Becoming a Culturally Infused Mass Brand: The Future for Samsung

October 18, 2010

By Guest Blogger Courtney Kelso, American Express

How will the world's largest consumer electronics company, a 40 year old Korean giant known primarily for its engineering prowess, achieve its goal to more than triple its current $120B sales to $400B by 2020? It's already #1 in mobile, #1 in LED TVs, #1 in 3D TVs, #1 in French door refrigerators. How will a company, known primarily for quality products, superior design sensibility, and smart business leaders, meet this challenge? It will spend the rest of this decade focusing on unleashing the full potential of the brand, according to newly appointed CMO Ralph Santana. To meet this herculean task, Samsung won't focus on conventional branding wisdom, but rather it plans to employ cultural branding by 1) infusing cultural meaning into the brand, and 2) reaching the masses with that brand context.  Santana points out people all over the world know what the Samsung brand is, but don't know what it stands for. Samsung is a company where its employees take great pride in creating delight.  But how does this become a brand idea?

Santana spent much of this (surprisingly well attended) session early on Saturday morning discussing Samsung's newest imperative. He explains that for Samsung to be successful in this venture, people must want to buy its product not just because of its technological quality, but because they want to be a part of what the Samsung brand stands for. He brings his expertise from Pepsi, where he points out that that brand is exactly what Samsung will try to become-a mass brand that is culturally relevant to millions all over the world.

A Culturally Meaningful Brand

Santana posits that there are several different types of brands that are culturally relevant, but they don't all serve the same purpose. Observer brands reflect and chase what's happening; they pursue a fast and easy way to be relevant (Go Daddy and Walgreen's he believes are examples of observer brands). A sponsor brand does a deeper job by providing enriching experiences, they enable cultural experiences. Santana points out that brands in this category don't have to be endemic to be relevant, and he points to Adidas, GM, and Mountain Dew as key examples of great sponsor brands. In contrast to the above 2 categories, however, Santana clearly views the curator brand as the aspiration category for Samsung.  A curator brand curates culture; they redefine the experience for consumers.  He points to ESPN, Red Bull, Under Armour and NBC as examples.  
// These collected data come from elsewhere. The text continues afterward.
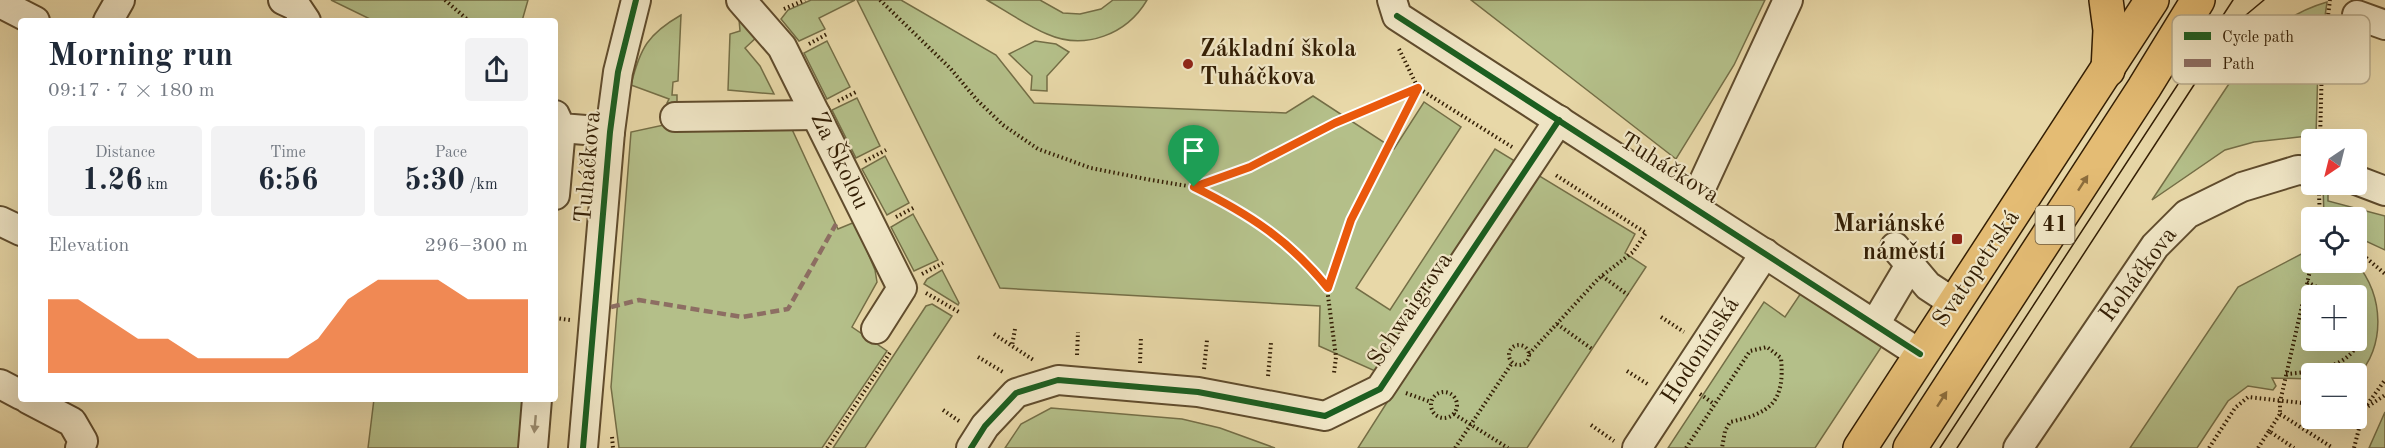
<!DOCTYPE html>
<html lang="en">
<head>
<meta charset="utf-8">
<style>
  :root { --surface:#fff; --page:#f2f2f3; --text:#1f2937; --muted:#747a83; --accent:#ea580c }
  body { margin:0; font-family:"Old Standard TT",serif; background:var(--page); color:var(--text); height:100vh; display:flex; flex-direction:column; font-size:22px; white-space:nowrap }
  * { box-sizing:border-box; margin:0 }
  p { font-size:20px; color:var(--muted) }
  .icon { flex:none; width:33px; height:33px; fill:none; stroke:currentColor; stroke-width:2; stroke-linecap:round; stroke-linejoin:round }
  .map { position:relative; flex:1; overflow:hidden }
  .drawer { position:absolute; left:18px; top:18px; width:540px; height:384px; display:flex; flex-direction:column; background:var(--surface); border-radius:6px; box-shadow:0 6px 24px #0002 }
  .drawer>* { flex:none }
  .needle { width:39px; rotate:215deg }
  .tools { position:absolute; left:2301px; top:129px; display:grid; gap:12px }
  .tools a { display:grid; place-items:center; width:66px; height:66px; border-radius:6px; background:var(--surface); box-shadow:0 6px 24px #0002; font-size:30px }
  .pin { position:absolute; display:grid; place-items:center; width:51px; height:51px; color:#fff; margin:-62px -26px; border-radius:50% 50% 50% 0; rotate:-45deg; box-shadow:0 0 6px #0007 }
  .pin .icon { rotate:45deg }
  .round { display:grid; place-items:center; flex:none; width:63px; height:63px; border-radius:6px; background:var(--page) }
  .summary { display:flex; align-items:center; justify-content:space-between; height:102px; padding:0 30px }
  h1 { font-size:33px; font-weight:600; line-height:45px }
  .metrics { display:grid; grid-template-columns:repeat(3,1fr); gap:9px; height:102px; padding:6px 30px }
  .metrics div { display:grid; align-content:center; border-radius:6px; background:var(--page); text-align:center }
  .metrics b { font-size:30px; font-weight:600 }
  .metrics small { font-size:16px; font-weight:400 }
  .metrics p { font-size:16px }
  .chart { height:168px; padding:12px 30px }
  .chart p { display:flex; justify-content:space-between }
  .chart svg { width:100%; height:108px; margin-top:6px; fill:var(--accent); opacity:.7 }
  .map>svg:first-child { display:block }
</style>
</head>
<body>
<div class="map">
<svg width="2385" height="448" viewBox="0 0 2385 448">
  <rect width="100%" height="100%" fill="#e8d8a8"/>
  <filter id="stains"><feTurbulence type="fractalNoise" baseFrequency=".00333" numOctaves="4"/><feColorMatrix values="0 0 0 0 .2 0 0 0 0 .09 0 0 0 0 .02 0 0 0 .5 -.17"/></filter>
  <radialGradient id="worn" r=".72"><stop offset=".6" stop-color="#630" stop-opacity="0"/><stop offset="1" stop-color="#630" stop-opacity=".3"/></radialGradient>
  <g fill="#b4bf89" stroke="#746e46" stroke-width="1.5" fill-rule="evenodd">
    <path d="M331,0H528L522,21H374Z"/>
    <path d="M811,0H855L819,18L825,29L799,41L781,19L788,10Z"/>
    <path d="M857,0H901L996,55L1034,103L1286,113L1313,96L1394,149L1424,102L1461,127L1356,288L1390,310L1495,149L1635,234L1625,253L1646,267L1527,448H1358L1400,382L1319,346L1320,306L1000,288Z"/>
    <path d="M987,0H1040L1063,13L1080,14L1101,9L1113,0H1147C1127,34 1085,51 1047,34C1026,25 1006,11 987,0Z"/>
    <path d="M1471,0H1765L1734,65L1676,159Z"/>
    <path d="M2327,2L2318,66L2316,135L2254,142L2225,150L2152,200L2252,49C2274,27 2296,11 2327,2Z"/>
    <path d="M681,15L678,81L673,82L672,95H677V105L667,103L669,99L631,85C640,48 648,34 681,15Z"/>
    <path d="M739,19L758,36L745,48L760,66L774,94L728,90L730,34L740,31Z"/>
    <path d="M827,41L850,87L827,99L804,53Z"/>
    <path d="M1035,41L1056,44L1069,52L1047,76V91L1031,90L1032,76L1009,54Z"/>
    <path d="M857,98L880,146L856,158L832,110Z"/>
    <path d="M687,120L790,125L838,229L855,222L875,270L877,282L852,327L887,351L822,448H619L611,387L631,132Z"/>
    <path d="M885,156L909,203L887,215L862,169Z"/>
    <path d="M2323,185L2328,189V201L2385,216V250L2357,237L2356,218L2324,217Z"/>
    <path d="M913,214L938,260L914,271L891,227Z"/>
    <path d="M2311,249L2312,262L2356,263C2385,295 2385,349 2357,376L2356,374H2312L2311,379L2272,378L2276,386L2273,390L2248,386L2228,401L2197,448H2130L2238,287ZM2312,296H2356V340H2312Z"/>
    <path d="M942,270L959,303L958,305L924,284L927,279Z"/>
    <path d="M1803,290L1884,343L1815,448H1668L1764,302L1785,317Z"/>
    <path d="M932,304L952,316L865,448H833L926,306Z"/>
    <path d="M374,399H529L525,448H368Z"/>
    <path d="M1051,408L1182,419L1220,428L1275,448H1005L1021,424Z"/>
    <path d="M2385,412V448H2369Z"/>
  </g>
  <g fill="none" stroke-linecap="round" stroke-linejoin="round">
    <g stroke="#604c2d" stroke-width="32">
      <g id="minor">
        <path d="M283,0L296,6L306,21"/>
        <path d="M741,0L782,47L902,288L876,329"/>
        <path d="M1392,0L1397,16L1920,354"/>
        <path d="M0,3L35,21"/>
        <path d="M2357,15L2385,25"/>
        <path d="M108,21L120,0"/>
        <path d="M555,115L561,128L610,132"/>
        <path d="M675,117L816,115"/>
        <path d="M2356,180L2385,191"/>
        <path d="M555,195L561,128"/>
        <path d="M1693,205L1788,0"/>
        <path d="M0,221L21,231"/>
        <path d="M1895,247L1928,286L1954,303"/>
        <path d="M1875,324L1910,265"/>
        <path d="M0,384L21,395"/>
        <path d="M28,399L72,422L83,441L80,448"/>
        <path d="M533,448L537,399"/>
        <path d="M583,448L610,132L618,72L636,0"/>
        <path d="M971,448L985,426L1016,393L1058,380L1198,392L1325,416L1380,389L1559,120"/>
        <path d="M1637,448L1765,253"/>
        <path d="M2018,448L2155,246L2187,214L2242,187L2298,170L2312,171"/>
      </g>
    </g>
    <g stroke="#331e04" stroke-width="36">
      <g id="major">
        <path d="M2106,0L2110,30L2108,70"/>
        <path d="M1860,448L2152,0"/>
        <path d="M1910,448L2144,88L2198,0"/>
      </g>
    </g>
    <g stroke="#331e04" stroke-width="4" stroke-dasharray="1.5 3" stroke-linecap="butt">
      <path d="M445,0L469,21"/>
      <path d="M880,0L950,68L977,100L1003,125L1038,149L1091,168L1151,180L1194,187L1250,167L1335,123L1418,88"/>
      <path d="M784,9L805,0"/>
      <path d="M809,44L827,34"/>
      <path d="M1399,49L1418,88L1512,147"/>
      <path d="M838,101L856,92"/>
      <path d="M2320,140L2322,63L2330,0"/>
      <path d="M865,161L886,150"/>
      <path d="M1195,187L1257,220L1286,242L1327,288L1336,357L1334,373"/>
      <path d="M2319,194L2320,218"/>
      <path d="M896,217L915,207"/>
      <path d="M2356,249L2385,274"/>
      <path d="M922,274L943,263"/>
      <path d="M1602,276L1628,295"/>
      <path d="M2307,282L2334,296"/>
      <path d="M1328,287L1351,220L1417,90"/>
      <path d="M926,293L959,312"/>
      <path d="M1661,317L1684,332"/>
      <path d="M555,318L570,320"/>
      <path d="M1557,324L1592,349"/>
      <path d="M1015,329L1012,346L1035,361"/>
      <path d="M994,334L1012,346"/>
      <circle cx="1519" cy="355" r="10"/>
      <path d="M1529,354L1599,278L1633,252L1646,233L1554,174"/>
      <path d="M1077,355L1078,332"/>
      <path d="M978,357L1003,372"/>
      <path d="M1140,363L1141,336"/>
      <path d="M1204,369L1207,340"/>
      <path d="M1627,371L1649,385"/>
      <path d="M2286,374C2326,371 2362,364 2365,318L2356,307"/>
      <path d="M1268,376L1271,343"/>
      <circle cx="1444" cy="405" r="13"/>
      <path d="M1406,393L1431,402"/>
      <path d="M1700,394L1714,404"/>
      <path d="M2356,408L2364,409L2385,380"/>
      <path d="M943,410L959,421"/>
      <path d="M1454,414L1508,448"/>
      <path d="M2280,414L2333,448"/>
      <path d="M1591,425L1614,441"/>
      <path d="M2269,431L2280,414V402L2312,262"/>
      <path d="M612,437L613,448"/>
      <path d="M827,448L891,351"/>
      <path d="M1455,448L1512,363"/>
      <path d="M1686,448L1750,351L1767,347L1781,358C1785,402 1771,413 1730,422L1725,431L1722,448"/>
      <path d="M2209,448L2235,408L2248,397L2312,404"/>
      <path d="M2258,448L2269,431L2294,448"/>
      <path d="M2354,448L2364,409L2385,395"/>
    </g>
    <use href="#minor" stroke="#f0e6c6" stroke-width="28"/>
    <use href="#major" stroke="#e4bc74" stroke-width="33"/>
    <g stroke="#331e04" stroke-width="1.5">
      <path d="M1940,448L2233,0"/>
      <path d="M1957,448L2222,42L2240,20L2264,0"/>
    </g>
    <path stroke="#8d6e63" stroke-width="4.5" stroke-dasharray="9 4.5" stroke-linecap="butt" d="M611,307L639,300L742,317L788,309L836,224"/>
    <g stroke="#f0e6c6" stroke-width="10">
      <g id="cycleway">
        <path d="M1397,16L1920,354"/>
        <path d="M583,448L610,132L618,72L636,0"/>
        <path d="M971,448L985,426L1016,393L1058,380L1198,392L1325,416L1380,389L1559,120"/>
      </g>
    </g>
    <use href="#cycleway" stroke="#1b5e20" stroke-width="6"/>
  </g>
  <defs><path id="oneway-solid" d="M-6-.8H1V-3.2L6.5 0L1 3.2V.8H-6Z" transform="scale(1.5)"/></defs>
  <g fill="#8c6d3c">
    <use href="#oneway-solid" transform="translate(2083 183) rotate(-57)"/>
    <use href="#oneway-solid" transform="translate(1942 399) rotate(-57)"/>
  </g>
  <use fill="#9b8c6f" href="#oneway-solid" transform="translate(535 424) rotate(95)"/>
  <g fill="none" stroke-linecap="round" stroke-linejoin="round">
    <g stroke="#fff" stroke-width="12">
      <path id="route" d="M1418,88L1351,220L1328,288C1289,240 1249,214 1194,187L1250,167L1335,123Z"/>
    </g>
    <use href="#route" stroke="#ea580c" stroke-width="8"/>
  </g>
  <g fill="#8f2418" stroke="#f0e6c6" stroke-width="2">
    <circle cx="1188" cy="64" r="6"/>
    <rect x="1951" y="233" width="12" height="12" rx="3"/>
  </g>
  <g text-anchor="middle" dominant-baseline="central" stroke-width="4.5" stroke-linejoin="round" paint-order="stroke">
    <rect fill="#f0e6c6" stroke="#6c5a3e" stroke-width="1.5" x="2035.5" y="206" width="39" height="38" rx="4.5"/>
    <g font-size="22" font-weight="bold" fill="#331e04">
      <text x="2055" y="225">41</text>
    </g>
    <g font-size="24" font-weight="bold" fill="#331e04" stroke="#f0e6c6" text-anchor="start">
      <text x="1200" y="50">Základní škola<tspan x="1200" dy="28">Tuháčkova</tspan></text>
      <text x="1945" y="225" text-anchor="end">Mariánské<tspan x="1945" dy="28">náměstí</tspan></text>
    </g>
    <g font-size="24" fill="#331e04" stroke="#f0e6c6">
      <text transform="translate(839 161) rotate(64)">Za Školou</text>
      <text transform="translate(589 167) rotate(-85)">Tuháčkova</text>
      <text transform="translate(1669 169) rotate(32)">Tuháčkova</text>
      <text transform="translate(1977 269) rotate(-56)">Svatopetrská</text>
      <text transform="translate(2139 275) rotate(-53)">Roháčkova</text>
      <text transform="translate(1411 310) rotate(-56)">Schwaigrova</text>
      <text transform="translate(1701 351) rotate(-57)">Hodonínská</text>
    </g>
  </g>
  <rect x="2172" y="15" width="198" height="69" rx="9" fill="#f0e6c6" stroke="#b7aa8c" stroke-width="1.5"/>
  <rect x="2184" y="32" width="27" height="8" fill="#1b5e20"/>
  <rect x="2184" y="59" width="27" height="8" fill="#8d6e63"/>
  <g font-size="16" fill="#331e04">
    <text x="2222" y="42">Cycle path</text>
    <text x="2222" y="69">Path</text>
  </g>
  <rect width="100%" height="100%" filter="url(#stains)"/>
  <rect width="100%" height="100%" fill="url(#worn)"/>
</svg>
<div class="tools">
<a><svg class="needle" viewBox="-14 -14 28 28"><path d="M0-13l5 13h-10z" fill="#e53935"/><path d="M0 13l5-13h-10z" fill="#747a83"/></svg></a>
<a><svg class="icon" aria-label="locate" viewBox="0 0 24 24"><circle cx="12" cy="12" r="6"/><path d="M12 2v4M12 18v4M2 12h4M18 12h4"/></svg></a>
<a>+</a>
<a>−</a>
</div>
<div class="pin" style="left:1194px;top:187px;background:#1e9e55"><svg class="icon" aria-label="arrive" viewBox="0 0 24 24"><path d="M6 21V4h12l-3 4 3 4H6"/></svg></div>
<section class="drawer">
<div class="summary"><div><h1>Morning run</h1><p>09:17 · 7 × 180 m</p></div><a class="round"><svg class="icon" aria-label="share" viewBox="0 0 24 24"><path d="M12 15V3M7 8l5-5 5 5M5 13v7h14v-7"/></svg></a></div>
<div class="metrics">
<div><p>Distance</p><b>1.26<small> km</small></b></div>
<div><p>Time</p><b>6:56</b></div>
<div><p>Pace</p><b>5:30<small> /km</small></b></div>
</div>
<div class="chart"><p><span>Elevation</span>296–300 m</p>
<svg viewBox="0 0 160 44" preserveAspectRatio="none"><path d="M0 44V14L10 14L20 22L30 30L40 30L50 38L60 38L70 38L80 38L90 30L100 14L110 6L120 6L130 6L140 14L150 14L160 14V44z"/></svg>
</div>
</section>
</div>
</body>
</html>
Reaching the Masses with Brand Context

Santana  can speak with some experience about curator brands, and points to his last project at Pepsi and the Pepsi Refresh project as an example of a culturally relevant, mass brand igniting a conversation about giving back. The Pepsi Refresh Project's main communications strategy was to ignite a conversation in the digital and social space. By employing only social media and what Santana calls "narrowcasting"-Santana feels that they weren't able to breakthrough as significantly as they would have liked. His key learning was that they needed to make sure the idea was getting enough exposure; they weren't able to reach the tipping point. Santana points out that mass brands are having tougher and tougher times. There has been a striking increase in distrust, consumers have siphoned off into micro communities, and often display an ADD-like mentality.  Back in the broadcast heydays, the masses were more easily reached because of the relatively narrow set of options consumers had to watch-brands could "buy their way into bigness." Today, the broadcast medium can still be effective, but it's a blunt instrument. Marketers have almost overcorrected by using "narrowcasting" to find and reach these micro-targets, but he reminds us there is a hidden cost to narrowcasting-the more you segment, the more costly the effort, making it "hard to buy the love you need."


Given all of these new realities in today's media landscape, Santana recommends what he calls "culture-casting"- unleashing the power brand in a brave new media world. Culture-casting helps to infuse cultural meaning and reaches the masses. To do this, a brand must:

  • Know the brand's space in culture
  • Identify culturally relevant idea with a mass sensibility
  • Strike a balance between broad and narrow casting
  • Strive to be a curator brand

I, for one, will be watching Samsung closely over the next several years to see if this brand focus will help it to deliver its aggressive growth goals. I will also be eagerly checking out the new Samsung Galaxy Tablet which Santana deftly held just out of our reach, as it appears to be a nice pocket sized tablet computer powered by Samsung engineering.